[[ Listed records open ]]

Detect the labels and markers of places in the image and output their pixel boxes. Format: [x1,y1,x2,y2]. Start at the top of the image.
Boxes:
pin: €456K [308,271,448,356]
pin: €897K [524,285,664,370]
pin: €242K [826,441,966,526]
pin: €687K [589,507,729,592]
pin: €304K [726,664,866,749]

[[ Listed records closed ]]

## Problem requirements
Return every record above. Copy each one exactly.

## Output of the task
Detect the labels and markers of places in the image and output their pixel boxes. Format: [x1,y1,x2,y2]. Start at the top of the image.
Boxes:
pin: €456K [308,271,448,356]
pin: €897K [524,285,664,370]
pin: €242K [826,441,966,526]
pin: €687K [589,507,729,592]
pin: €304K [726,664,866,749]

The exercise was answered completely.